Comment by touisteur - Hacker Neue

touisteur 4 days ago parent

People have been trying to bypass CUDA and even PTX for a long time. One long rundown of optimizing gemm on NVIDIA hardware (https://salykova.github.io/sgemm-gpu) mentions 'maxas' (https://github.com/NervanaSystems/maxas/wiki/Introduction) - which was really a step forward in this space. I still blame Intel (buying NervanaSystems) for killing it...

almostgotcaught 4 days ago

> People have been trying to bypass CUDA and even PTX for a long time

i swear it's so funny when people talk about this stuff like it's all weird/surprising. y'all realize that there are hundreds (thousands?) of engineers across FAANG whose full time job is optimizing CUDA/ROCm/whatever code for their team/org/company's specific workloads? like do y'all think that serious shops really just go with whatever the vendor gives you? ie none of this is in the least surprising - it's completely expected that whatever the vendor designs generically for the entire market segment will fail to achieve peak perf for your use case.

cma 4 days ago

>it's completely expected that whatever the vendor designs generically for the entire market segment will fail to achieve peak perf for your use case.

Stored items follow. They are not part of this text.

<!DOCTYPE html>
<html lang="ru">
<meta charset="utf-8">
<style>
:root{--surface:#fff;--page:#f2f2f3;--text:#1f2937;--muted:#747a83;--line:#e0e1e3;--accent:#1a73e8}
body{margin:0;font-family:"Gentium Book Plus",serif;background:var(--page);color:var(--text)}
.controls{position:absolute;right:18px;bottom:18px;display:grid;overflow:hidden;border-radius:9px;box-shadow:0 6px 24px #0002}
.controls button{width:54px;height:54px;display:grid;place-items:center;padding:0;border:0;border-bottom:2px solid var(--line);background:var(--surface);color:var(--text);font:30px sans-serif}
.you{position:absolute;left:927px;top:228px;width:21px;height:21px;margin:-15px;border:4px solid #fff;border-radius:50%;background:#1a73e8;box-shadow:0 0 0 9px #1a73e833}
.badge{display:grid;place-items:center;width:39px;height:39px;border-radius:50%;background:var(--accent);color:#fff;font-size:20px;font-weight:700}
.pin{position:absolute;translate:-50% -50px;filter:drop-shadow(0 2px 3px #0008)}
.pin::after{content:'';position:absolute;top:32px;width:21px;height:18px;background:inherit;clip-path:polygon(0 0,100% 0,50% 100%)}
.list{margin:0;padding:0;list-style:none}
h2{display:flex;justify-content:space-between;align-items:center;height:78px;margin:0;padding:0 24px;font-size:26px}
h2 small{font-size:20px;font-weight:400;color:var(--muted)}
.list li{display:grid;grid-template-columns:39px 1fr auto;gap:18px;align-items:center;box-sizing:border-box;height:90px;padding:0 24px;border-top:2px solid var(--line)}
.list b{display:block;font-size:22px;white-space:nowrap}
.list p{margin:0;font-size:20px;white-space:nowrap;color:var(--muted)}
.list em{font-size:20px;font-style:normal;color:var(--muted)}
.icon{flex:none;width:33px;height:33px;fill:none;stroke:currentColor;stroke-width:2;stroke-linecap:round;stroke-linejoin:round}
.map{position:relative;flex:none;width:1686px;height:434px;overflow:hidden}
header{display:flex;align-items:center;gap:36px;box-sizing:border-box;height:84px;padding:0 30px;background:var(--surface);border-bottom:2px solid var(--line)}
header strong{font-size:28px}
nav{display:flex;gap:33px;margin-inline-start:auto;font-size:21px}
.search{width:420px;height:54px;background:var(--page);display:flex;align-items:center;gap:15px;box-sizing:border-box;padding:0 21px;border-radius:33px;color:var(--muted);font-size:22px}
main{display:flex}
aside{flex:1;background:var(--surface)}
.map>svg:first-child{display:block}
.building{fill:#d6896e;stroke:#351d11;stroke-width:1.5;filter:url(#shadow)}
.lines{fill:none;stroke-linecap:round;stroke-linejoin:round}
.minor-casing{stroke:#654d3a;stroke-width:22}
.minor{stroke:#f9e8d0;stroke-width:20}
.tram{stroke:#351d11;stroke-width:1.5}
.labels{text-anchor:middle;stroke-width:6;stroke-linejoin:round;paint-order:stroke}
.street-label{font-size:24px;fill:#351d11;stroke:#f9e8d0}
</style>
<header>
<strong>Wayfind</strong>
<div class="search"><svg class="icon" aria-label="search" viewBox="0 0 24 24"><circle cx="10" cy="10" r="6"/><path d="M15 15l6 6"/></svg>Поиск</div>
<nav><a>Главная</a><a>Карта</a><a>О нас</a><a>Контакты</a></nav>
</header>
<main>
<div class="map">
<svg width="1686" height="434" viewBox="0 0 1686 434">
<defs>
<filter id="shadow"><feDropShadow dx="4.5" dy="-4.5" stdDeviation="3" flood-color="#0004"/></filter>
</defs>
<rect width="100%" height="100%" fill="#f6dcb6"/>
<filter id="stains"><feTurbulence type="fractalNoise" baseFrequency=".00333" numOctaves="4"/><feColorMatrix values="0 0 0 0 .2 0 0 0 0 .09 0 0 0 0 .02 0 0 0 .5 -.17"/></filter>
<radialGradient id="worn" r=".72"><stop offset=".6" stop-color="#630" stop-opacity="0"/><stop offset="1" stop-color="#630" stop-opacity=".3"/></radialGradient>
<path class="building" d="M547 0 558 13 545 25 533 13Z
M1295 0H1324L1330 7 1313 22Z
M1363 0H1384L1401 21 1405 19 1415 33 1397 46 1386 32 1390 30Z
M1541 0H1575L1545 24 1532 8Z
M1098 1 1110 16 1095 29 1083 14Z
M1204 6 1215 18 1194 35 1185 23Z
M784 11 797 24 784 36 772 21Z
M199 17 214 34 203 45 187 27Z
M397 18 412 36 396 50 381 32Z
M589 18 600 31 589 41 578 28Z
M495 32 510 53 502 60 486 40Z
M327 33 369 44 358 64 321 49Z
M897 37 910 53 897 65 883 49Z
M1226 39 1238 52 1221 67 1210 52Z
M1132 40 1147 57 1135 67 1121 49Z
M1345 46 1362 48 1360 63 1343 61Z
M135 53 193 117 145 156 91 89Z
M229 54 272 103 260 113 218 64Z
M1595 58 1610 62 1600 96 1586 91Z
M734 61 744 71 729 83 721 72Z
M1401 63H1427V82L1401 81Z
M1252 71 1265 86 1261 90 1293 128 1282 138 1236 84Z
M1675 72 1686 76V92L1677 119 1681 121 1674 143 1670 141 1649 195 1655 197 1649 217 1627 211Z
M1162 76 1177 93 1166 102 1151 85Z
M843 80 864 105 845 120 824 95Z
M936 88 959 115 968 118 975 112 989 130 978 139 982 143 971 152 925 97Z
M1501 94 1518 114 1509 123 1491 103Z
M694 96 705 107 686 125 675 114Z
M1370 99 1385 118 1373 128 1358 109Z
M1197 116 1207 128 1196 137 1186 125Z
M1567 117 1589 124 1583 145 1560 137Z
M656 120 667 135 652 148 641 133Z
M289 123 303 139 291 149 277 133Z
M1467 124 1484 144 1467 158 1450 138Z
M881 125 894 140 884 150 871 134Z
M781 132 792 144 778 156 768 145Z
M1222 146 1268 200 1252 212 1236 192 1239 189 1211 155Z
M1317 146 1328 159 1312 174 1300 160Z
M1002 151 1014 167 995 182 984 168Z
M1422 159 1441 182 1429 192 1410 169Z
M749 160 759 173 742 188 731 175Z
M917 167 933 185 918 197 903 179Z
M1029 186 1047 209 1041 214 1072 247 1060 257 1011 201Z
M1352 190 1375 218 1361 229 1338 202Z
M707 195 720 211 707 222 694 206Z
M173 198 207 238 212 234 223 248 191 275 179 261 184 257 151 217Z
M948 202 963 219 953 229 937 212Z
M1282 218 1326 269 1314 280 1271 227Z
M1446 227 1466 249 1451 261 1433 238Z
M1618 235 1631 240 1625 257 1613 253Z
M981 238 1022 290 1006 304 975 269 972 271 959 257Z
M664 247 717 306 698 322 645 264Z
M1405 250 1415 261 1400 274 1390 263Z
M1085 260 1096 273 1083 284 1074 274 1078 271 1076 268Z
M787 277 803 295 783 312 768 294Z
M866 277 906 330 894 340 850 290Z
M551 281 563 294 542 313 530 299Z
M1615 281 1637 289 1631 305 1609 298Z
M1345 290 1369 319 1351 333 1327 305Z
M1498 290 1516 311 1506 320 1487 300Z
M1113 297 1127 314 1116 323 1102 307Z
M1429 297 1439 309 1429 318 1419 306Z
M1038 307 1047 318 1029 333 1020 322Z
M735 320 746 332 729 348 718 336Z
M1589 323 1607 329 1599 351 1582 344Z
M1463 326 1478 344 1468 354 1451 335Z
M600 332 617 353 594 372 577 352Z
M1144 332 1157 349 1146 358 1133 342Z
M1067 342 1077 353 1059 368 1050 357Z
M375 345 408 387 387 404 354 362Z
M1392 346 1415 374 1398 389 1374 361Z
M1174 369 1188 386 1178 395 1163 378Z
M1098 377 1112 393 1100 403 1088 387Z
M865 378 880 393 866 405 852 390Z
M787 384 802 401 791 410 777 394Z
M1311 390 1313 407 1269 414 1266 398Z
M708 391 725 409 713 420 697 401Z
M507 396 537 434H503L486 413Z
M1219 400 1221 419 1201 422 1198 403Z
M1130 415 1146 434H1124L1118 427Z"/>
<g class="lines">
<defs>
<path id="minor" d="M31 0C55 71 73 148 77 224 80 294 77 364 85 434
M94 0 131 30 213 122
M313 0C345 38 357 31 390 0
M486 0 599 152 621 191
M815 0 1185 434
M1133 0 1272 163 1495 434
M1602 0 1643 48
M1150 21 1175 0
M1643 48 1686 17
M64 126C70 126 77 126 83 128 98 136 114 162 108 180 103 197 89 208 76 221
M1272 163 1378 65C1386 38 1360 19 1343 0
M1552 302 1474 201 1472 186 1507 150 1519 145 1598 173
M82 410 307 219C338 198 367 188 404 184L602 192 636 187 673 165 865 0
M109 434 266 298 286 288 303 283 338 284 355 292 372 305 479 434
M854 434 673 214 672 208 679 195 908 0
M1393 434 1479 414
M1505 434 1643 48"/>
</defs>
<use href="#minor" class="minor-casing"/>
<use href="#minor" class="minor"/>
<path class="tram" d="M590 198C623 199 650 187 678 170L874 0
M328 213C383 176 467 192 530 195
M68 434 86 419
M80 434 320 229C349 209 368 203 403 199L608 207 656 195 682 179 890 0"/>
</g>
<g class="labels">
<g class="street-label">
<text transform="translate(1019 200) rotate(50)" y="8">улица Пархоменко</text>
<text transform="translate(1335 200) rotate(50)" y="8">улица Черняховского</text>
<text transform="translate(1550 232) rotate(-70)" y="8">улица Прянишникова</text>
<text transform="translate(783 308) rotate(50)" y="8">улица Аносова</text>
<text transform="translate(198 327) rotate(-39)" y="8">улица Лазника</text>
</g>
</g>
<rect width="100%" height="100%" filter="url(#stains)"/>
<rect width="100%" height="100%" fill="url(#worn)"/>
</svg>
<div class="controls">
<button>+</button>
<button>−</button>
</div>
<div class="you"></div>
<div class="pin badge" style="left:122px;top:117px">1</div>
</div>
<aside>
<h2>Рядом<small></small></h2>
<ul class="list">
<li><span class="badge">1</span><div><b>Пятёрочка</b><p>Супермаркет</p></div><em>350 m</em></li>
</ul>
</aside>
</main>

When Carmack left Meta I believe he claimed they were only getting around 20% utilization on their even then enormous GPU fleet. So I could see them also leaving a lot of perf headroom on the table.

touisteur OP 4 days ago

Not saying it's surprising. My day job is doing exactly this, not in any FAANG.

Working on a platform that hides so many low-level details is a challenge, and the fact people have to go to such length to get access to it is noteworthy. 'maxas' was noteworthy and unneeded on many (most ?) other platforms.

Not saying Intelstuff or armstuff is 'easier' but at least you get access and are tooled to work on the actual low-level asm.

almostgotcaught 4 days ago

> and the fact people have to go to such length to get access to it is noteworthy

I'll repeat myself: no it's not. There's nothing noteworthy about it at all. In fact I literally cannot fathom why anyone ever expects or expected otherwise. Is it because the oft-repeated notion of "abstraction"? I guess I must be the sole programmer that has always known/understood, even from the first intro class, that abstractions are just assumptions and when those assumptions don't hold I will need to remove the abstraction.

This item has no comments currently.